En fait, l’affaire des armes chimiques est, estiment les observateurs, polluée par les arrière-pensées des uns et des autres. Ainsi, Israël a grandement embarrassé son allié américain. Le général Itai Brun, du renseignement militaire, a affirmé, le 23 avril, que Damas avait« utilisé des armes chimiques contre ses citoyens, en plus d’une occasion ». Une révélation interprétée comme la volonté de mettre Washington face à ses responsabilités à propos de la « ligne rouge » sur la Syrie, afin de tester sa détermination s’agissant du programmenucléaire iranien. « A quoi sert-il de dire que la ligne rouge a été franchie, s’interroge un diplomate français, si l’on ne fait rien derrière ? » Cette question résume le dilemme de M. Obama, contraint de réagir après les affirmations britanniques et surtout israéliennes.
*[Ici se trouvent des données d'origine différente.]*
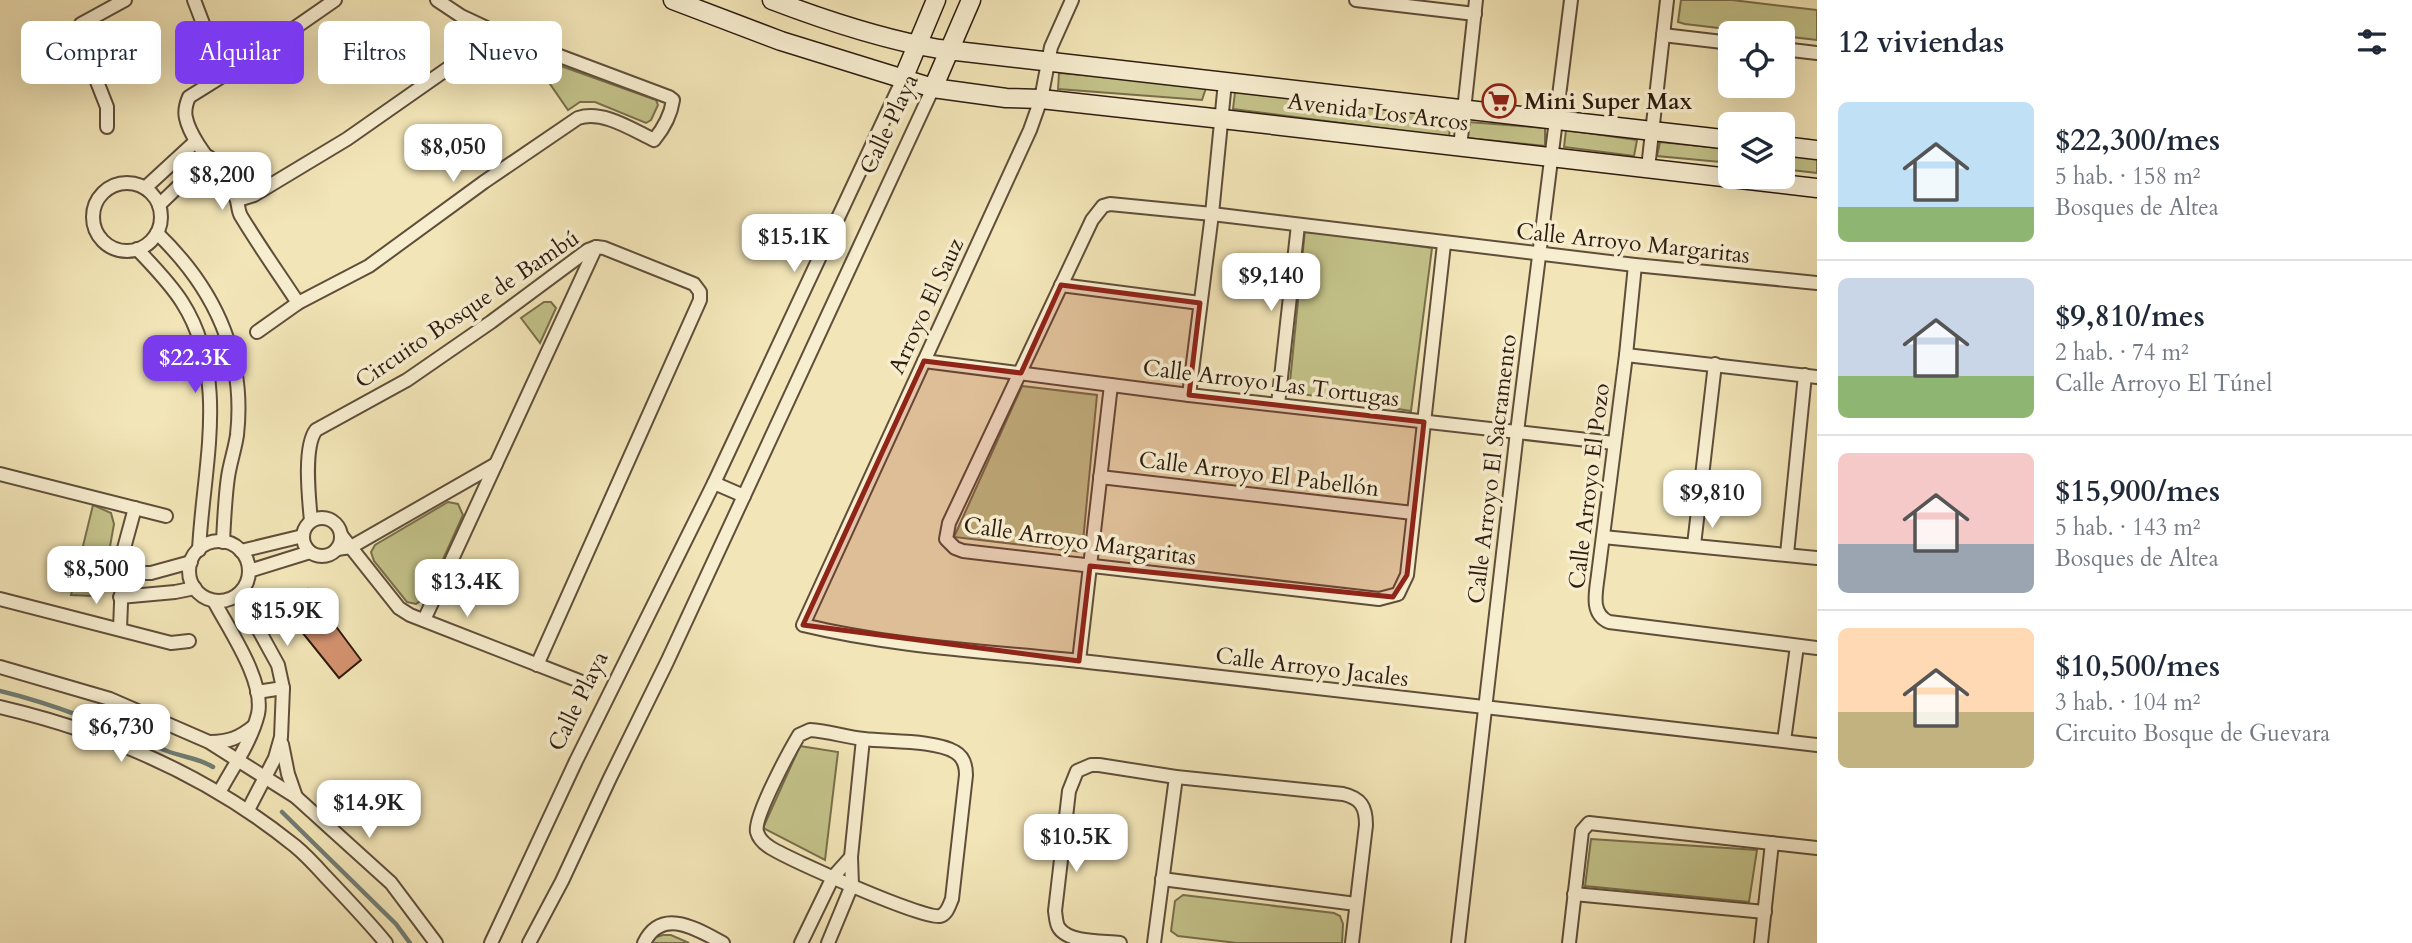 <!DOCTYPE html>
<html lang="es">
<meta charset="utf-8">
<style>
:root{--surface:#fff;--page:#f2f2f3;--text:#1f2937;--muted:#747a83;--line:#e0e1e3;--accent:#7c3aed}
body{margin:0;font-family:Cardo,serif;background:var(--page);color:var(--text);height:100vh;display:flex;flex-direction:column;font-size:26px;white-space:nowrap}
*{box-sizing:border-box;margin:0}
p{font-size:23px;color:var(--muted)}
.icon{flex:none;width:38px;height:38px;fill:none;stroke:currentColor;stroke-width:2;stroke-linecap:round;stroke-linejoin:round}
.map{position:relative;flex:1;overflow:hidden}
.sheet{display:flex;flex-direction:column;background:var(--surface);width:595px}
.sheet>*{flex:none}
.top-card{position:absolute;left:21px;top:21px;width:665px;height:63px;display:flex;gap:14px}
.tools{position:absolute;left:1718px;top:21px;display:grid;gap:14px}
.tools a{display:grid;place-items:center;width:77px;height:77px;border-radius:10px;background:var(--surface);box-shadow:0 7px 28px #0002;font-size:35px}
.price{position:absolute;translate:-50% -60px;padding:0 16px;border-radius:14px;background:#fff;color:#222;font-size:23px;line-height:46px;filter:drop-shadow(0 2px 4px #0008)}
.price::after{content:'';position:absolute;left:50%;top:42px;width:21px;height:16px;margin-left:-10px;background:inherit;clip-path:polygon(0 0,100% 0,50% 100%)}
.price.selected{background:var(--accent);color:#fff}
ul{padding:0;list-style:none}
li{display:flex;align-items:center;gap:21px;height:175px;padding:0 21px}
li+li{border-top:2px solid var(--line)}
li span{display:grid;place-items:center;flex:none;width:196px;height:140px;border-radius:10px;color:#555}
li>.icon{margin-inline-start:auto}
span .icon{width:84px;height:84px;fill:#fffc;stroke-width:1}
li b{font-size:30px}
h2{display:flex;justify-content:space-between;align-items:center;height:84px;padding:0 21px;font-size:30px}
.tag{padding:0 24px;border-radius:10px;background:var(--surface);box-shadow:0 7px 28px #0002;font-size:24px;line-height:63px}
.tag.selected{background:var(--accent);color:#fff}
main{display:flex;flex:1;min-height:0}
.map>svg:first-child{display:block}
</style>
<main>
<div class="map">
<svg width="1817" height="943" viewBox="0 0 1817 943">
<rect width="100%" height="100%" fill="#f2e5b7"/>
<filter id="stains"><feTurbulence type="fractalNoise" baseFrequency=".00286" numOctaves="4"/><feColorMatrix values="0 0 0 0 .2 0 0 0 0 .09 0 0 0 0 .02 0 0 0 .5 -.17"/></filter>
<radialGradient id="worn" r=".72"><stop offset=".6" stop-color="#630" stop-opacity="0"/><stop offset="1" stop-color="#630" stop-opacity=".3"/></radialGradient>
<g fill="#c3c289" stroke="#786f4c" stroke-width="2">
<polygon points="1681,0 1732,0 1817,10 1817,40 1783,36 1783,33 1761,33 1685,24 1678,22"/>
<polygon points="530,55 656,100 658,105 651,120 646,123 595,102 580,102 568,110"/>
<polygon points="1059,73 1207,85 1202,100 1058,89"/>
<polygon points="1235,92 1451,117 1449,137 1233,109"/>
<polygon points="1468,122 1545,128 1545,146 1467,138"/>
<polygon points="1566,130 1637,140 1634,156 1564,147"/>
<polygon points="1660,142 1731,149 1731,163 1657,156"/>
<polygon points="1783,153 1817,157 1817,173 1783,169"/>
<polygon points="1305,230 1432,248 1411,411 1289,392"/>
<polygon points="544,302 551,302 556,308 540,343 521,318"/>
<polygon points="1022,386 1097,395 1082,552 954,537"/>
<polygon points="448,502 458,504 463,515 426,597 416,604 407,602 374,561 371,552 375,545"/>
<polygon points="93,505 111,513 114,524 103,586 93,596 71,595"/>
<polygon points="800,746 838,752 825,860 763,828"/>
<polygon points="1591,839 1757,850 1749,902 1585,886"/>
<polygon points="1183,895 1334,913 1340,916 1343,924 1342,943 1237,943 1178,936 1171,931 1175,901"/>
<polygon points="663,935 671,935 689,943 651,943 653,938"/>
</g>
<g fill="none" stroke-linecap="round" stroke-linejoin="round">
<g stroke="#717d74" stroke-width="4.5">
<path d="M0,691C58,705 112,728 167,751C182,757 199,758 213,767"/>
<polyline points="282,812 396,924 410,943"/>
</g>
</g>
<polygon fill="#d4926f" stroke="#2e1c10" stroke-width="2" points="308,589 361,660 339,678 298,627 286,635 272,617"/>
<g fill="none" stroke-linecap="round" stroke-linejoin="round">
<defs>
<g id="street">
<polyline points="194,0 223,76"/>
<path d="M1072,0L1051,47L1041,99L1030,130L803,625C902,649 1006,652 1107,664C1343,693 1580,716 1817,745"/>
<polyline points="1356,0 1475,14"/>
<polyline points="1663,35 1731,43"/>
<polyline points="1783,49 1817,53"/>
<polyline points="107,127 107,107 79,36 81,24 125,0"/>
<polyline points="1460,147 1476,0"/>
<polyline points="1648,168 1667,0"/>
<circle cx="127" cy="217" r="34"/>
<polyline points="145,188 195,142"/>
<polyline points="238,200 254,195 347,139 477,48 493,31"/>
<polyline points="159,205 209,157"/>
<path d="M157,233C213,287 246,354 237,435C235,449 230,463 228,477C225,498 224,520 223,542"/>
<polyline points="1444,244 1407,575 1398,594 1379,599 963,551 955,548 946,539 949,523 1092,220 1103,206 1110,204 1212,214 1635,265 1817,283"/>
<path d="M137,249C153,266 170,283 182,302C230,377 203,467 199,550"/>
<path d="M1635,265L1626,355L1598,575C1596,592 1590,614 1609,622L1817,648"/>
<polyline points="1061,285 1200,303"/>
<path d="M298,303C279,274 259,246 241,216C237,209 239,202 235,196C221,173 191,142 186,118C184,110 186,104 189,97L253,57L335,0"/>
<path d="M257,332L298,303L369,266L484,182L578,118C603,110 631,129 654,140C663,129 671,114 673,100L669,97L493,31L461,16L437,0"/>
<polyline points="1626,355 1817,377"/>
<polyline points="924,361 1189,395 1614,443"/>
<polyline points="1189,395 1212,214 1224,92 1227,81"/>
<polyline points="1278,404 1298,225"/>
<polyline points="0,474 166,516"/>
<polyline points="1100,477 1413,513"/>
<polyline points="714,483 744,496"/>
<circle cx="322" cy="537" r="19"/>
<path d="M311,521C309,499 303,447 316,430L407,380L491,322L588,250L596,247L604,248L694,284L700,292V300L537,665"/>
<polyline points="341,535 399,608 410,615 587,684"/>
<polyline points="1603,537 1817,558"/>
<circle cx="219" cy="571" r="30"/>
<polyline points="1694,545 1715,364"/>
<polyline points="337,549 351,547 496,464"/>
<polyline points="241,551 303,536"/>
<polyline points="1787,554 1805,375"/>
<polyline points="249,571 310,552"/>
<polyline points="121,573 151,573 191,562"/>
<polyline points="239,594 278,665 283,688 281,737 275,758 248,810"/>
<polyline points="120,597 175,592 195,588"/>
<polyline points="0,599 171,643 189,641"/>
<path d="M214,601C229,630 265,681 258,714C251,742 233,767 220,791"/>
<polyline points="424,620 596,247"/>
<polyline points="120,629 123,552 135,508"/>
<polyline points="1079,661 1111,385"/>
<polyline points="0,667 110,699 209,742 296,797 391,883 436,943"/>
<polyline points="257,692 283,688"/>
<path d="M0,707C107,732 210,777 295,846C306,855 316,866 325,876C346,898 367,920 386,943"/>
<path d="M810,730C828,731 846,737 864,739C888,742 935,740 955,752C964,757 966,766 966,775L952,899C949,906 947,914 940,916C924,920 791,860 771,848C766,845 759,839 757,832C753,818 790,750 799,735Z"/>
<polyline points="1784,741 1797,646"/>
<path d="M210,742C229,742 239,738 254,726"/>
<polyline points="282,744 288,774 296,797"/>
<polyline points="1162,879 1356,904"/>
<polyline points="1574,894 1765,912"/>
<polyline points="491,943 576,761 714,483 903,79"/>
<polyline points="529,943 562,881 610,778 667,662 933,88"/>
<path d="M644,943C662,906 698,930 723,943"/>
<polyline points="801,943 833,877 851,857"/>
<polyline points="828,943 852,885 851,857 863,739"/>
<path d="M1120,943C1103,941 1069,943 1059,928C1056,924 1056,917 1055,911L1069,791L1077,771L1091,765H1099L1176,777L1343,794C1361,798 1366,807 1366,825L1352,943"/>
<polyline points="1154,943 1176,777"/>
<polyline points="1458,943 1517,432 1571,0"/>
<polyline points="1569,943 1582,831 1589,823 1817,848"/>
<polyline points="1761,943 1772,843"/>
</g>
<g id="secondary">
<polyline points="673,0 781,41 933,88 1006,98 1041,99 1222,119 1817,188"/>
<path d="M772,0C827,21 881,39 939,49L1731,140"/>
<polyline points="903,79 936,0"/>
<polyline points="933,88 971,0"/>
<polyline points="1783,146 1817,150"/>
</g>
</defs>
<use href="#street" stroke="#5f4e3a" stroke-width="16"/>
<use href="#secondary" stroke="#2e1c10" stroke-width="21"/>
<use href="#street" stroke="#f7eed0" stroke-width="12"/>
<use href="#secondary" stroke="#f7eed0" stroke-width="18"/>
</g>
<path fill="#8f2418" fill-opacity="0.2" stroke="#8f2418" stroke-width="5" stroke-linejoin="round" d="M1061,285L1200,303L1189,395L1424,422L1407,575L1393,597L1090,566L1079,661L803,625L924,361L1021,373Z"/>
<defs>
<symbol id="supermarket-ring" viewBox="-11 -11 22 22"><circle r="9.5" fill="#f7eed0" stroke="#8f2418" stroke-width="1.5"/><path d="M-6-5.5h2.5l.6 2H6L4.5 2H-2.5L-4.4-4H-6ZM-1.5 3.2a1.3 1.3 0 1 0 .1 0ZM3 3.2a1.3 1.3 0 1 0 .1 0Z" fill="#8f2418"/></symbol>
</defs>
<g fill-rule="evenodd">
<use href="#supermarket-ring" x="1480" y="82" width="38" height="38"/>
</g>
<g text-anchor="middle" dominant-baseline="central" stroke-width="7" stroke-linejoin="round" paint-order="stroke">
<g font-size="23" font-weight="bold" fill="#2e1c10" stroke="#f7eed0" text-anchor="start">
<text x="1524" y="101">Mini Super Max</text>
</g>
<g font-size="23" fill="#2e1c10" stroke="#f7eed0">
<text transform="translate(1378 112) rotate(7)">Avenida Los Arcos</text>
<text transform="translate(889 124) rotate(-65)">Calle Playa</text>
<text transform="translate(1633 243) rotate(6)">Calle Arroyo Margaritas</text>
<text transform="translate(926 306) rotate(-65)">Arroyo El Sauz</text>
<text transform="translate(467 309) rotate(-34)">Circuito Bosque de Bambú</text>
<text transform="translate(1271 383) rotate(7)">Calle Arroyo Las Tortugas</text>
<text transform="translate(1492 469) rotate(-83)">Calle Arroyo El Sacramento</text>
<text transform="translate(1259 474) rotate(7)">Calle Arroyo El Pabellón</text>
<text transform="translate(1589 486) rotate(-83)">Calle Arroyo El Pozo</text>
<text transform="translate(1080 541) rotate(8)">Calle Arroyo Margaritas</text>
<text transform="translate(1312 667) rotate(7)">Calle Arroyo Jacales</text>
<text transform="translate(578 701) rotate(-64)">Calle Playa</text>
</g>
</g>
<rect width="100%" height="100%" filter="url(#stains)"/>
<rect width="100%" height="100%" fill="url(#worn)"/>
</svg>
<div class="tools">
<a><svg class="icon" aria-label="locate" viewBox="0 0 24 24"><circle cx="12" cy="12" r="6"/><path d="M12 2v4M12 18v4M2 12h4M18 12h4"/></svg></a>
<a><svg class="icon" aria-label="layers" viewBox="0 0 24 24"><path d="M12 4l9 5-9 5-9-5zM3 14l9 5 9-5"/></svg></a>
</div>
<b class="price" style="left:453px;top:184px">$8,050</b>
<b class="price" style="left:222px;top:212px">$8,200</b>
<b class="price" style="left:794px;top:274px">$15.1K</b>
<b class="price" style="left:1271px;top:313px">$9,140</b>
<b class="price selected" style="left:195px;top:395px">$22.3K</b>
<b class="price" style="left:1712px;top:530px">$9,810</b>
<b class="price" style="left:96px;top:606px">$8,500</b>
<b class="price" style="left:467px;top:619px">$13.4K</b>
<b class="price" style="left:287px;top:648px">$15.9K</b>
<b class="price" style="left:121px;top:764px">$6,730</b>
<b class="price" style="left:369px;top:840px">$14.9K</b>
<b class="price" style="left:1076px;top:874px">$10.5K</b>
<div class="top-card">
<a class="tag">Comprar</a>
<a class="tag selected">Alquilar</a>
<a class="tag">Filtros</a>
<a class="tag">Nuevo</a>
</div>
</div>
<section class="sheet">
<h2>12 viviendas<svg class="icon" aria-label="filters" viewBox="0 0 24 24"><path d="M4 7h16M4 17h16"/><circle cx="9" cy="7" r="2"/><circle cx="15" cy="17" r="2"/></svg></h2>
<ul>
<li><span style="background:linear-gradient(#bfe0f5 75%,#8fb573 0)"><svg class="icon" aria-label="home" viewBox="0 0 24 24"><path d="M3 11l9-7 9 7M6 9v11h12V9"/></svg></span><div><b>$22,300/mes</b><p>5 hab. · 158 m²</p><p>Bosques de Altea</p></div></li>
<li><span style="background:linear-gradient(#c9d6e8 70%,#8fb573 0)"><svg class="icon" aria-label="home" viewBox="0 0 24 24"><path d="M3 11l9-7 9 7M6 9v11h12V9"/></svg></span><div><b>$9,810/mes</b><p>2 hab. · 74 m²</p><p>Calle Arroyo El Túnel</p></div></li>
<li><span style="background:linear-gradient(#f6c9c9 65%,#9aa5b1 0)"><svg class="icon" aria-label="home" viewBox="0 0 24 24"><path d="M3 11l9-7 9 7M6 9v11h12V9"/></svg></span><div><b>$15,900/mes</b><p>5 hab. · 143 m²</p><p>Bosques de Altea</p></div></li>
<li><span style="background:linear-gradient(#ffd9b3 60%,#c2b280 0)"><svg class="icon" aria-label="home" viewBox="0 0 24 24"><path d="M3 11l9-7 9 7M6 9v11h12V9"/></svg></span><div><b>$10,500/mes</b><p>3 hab. · 104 m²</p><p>Circuito Bosque de Guevara</p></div></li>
</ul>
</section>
</main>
Régulièrement accusé de pusillanimité en politique étrangère par le sénateur républicain John McCain, le président américain a confirmé, mardi, l’usage d’armes chimiques en Syrie.« Mais nous ne savons pas comment elles ont été utilisées, quand elles ont été utilisées, qui les a utilisées », a-t-il tempéré, avant d’ajouter : « Nous n’avons pas d’éléments de traçabilité établissant ce qui s’est exactement produit. »

En l’absence d’un usage massif d’armes chimiques, aucun Etat ne semble prêt à intervenir. De fait, la seule ligne rouge claire qui subsiste aujourd’hui est le passage de l’arsenal syrien sous contrôle du Hezbollah libanais, allié de Damas et de Téhéran, ou sous celui de groupes djihadistes proches d’Al-Qaida.